Which lines of the records contain the word "Pichincha"? Show each of them.

START RECORDS SUPPLIED

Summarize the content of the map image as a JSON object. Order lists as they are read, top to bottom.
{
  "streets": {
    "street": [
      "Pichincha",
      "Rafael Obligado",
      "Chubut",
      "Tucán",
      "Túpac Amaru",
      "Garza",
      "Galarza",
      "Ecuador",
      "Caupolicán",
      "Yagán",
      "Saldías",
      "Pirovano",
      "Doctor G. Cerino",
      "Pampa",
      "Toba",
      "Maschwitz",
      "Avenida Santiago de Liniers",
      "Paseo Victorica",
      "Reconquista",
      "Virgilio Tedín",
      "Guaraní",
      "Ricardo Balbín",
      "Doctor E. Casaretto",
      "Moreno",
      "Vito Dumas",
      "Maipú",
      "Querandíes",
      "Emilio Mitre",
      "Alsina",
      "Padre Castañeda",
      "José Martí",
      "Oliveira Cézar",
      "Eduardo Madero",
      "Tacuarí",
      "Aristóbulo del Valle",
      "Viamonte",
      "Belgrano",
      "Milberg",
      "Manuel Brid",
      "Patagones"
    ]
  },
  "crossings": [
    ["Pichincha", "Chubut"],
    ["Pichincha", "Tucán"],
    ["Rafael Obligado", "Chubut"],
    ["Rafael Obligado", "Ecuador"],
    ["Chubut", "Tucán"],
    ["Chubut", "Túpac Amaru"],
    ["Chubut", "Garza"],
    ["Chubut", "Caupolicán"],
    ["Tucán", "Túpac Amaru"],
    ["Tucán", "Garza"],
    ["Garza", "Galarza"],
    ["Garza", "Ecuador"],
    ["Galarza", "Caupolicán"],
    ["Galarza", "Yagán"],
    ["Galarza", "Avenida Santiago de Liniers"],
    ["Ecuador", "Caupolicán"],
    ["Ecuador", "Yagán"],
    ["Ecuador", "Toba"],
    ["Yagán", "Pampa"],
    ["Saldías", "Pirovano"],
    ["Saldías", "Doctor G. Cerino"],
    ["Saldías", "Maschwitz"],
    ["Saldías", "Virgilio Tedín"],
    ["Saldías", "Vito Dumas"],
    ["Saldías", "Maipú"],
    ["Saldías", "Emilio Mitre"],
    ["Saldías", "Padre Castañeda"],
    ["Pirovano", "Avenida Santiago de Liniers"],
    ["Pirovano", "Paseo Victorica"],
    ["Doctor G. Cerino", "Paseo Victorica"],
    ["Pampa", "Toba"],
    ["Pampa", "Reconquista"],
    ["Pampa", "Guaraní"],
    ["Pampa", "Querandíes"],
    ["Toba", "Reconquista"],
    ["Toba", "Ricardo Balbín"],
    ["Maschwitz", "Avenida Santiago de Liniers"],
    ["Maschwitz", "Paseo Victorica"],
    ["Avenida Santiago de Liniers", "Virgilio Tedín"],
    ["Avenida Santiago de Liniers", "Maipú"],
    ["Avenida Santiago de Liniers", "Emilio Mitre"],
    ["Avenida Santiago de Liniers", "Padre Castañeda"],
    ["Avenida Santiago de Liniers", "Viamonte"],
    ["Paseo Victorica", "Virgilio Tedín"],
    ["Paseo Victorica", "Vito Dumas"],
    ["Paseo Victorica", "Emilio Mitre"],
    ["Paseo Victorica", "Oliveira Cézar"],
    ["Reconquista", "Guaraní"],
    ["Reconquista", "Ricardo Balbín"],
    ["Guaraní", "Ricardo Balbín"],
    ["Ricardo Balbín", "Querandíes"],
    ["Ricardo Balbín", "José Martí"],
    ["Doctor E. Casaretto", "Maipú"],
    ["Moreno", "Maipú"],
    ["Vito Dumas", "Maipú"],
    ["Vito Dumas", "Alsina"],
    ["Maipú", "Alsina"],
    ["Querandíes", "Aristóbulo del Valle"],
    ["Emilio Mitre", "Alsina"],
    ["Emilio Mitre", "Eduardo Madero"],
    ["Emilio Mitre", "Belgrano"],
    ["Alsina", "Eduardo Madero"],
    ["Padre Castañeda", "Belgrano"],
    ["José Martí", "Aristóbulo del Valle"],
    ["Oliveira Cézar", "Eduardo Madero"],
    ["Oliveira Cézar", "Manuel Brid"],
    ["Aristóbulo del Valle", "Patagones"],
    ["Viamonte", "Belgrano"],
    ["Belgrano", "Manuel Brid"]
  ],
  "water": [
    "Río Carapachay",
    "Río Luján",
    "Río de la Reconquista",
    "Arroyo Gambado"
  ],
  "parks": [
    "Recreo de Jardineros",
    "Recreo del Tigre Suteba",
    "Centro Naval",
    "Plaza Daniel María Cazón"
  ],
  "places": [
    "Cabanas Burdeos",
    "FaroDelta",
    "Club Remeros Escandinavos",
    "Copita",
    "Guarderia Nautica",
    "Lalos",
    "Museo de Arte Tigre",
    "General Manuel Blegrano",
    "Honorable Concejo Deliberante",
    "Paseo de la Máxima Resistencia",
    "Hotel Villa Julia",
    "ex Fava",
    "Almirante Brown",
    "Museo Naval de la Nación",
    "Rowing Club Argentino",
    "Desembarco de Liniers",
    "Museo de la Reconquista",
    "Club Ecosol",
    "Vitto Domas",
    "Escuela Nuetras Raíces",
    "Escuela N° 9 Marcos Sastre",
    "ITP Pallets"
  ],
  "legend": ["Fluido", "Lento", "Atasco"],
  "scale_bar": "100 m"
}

END RECORDS SUPPLIED

__ANSWER SECTION__:
      "Pichincha",
    ["Pichincha", "Chubut"],
    ["Pichincha", "Tucán"],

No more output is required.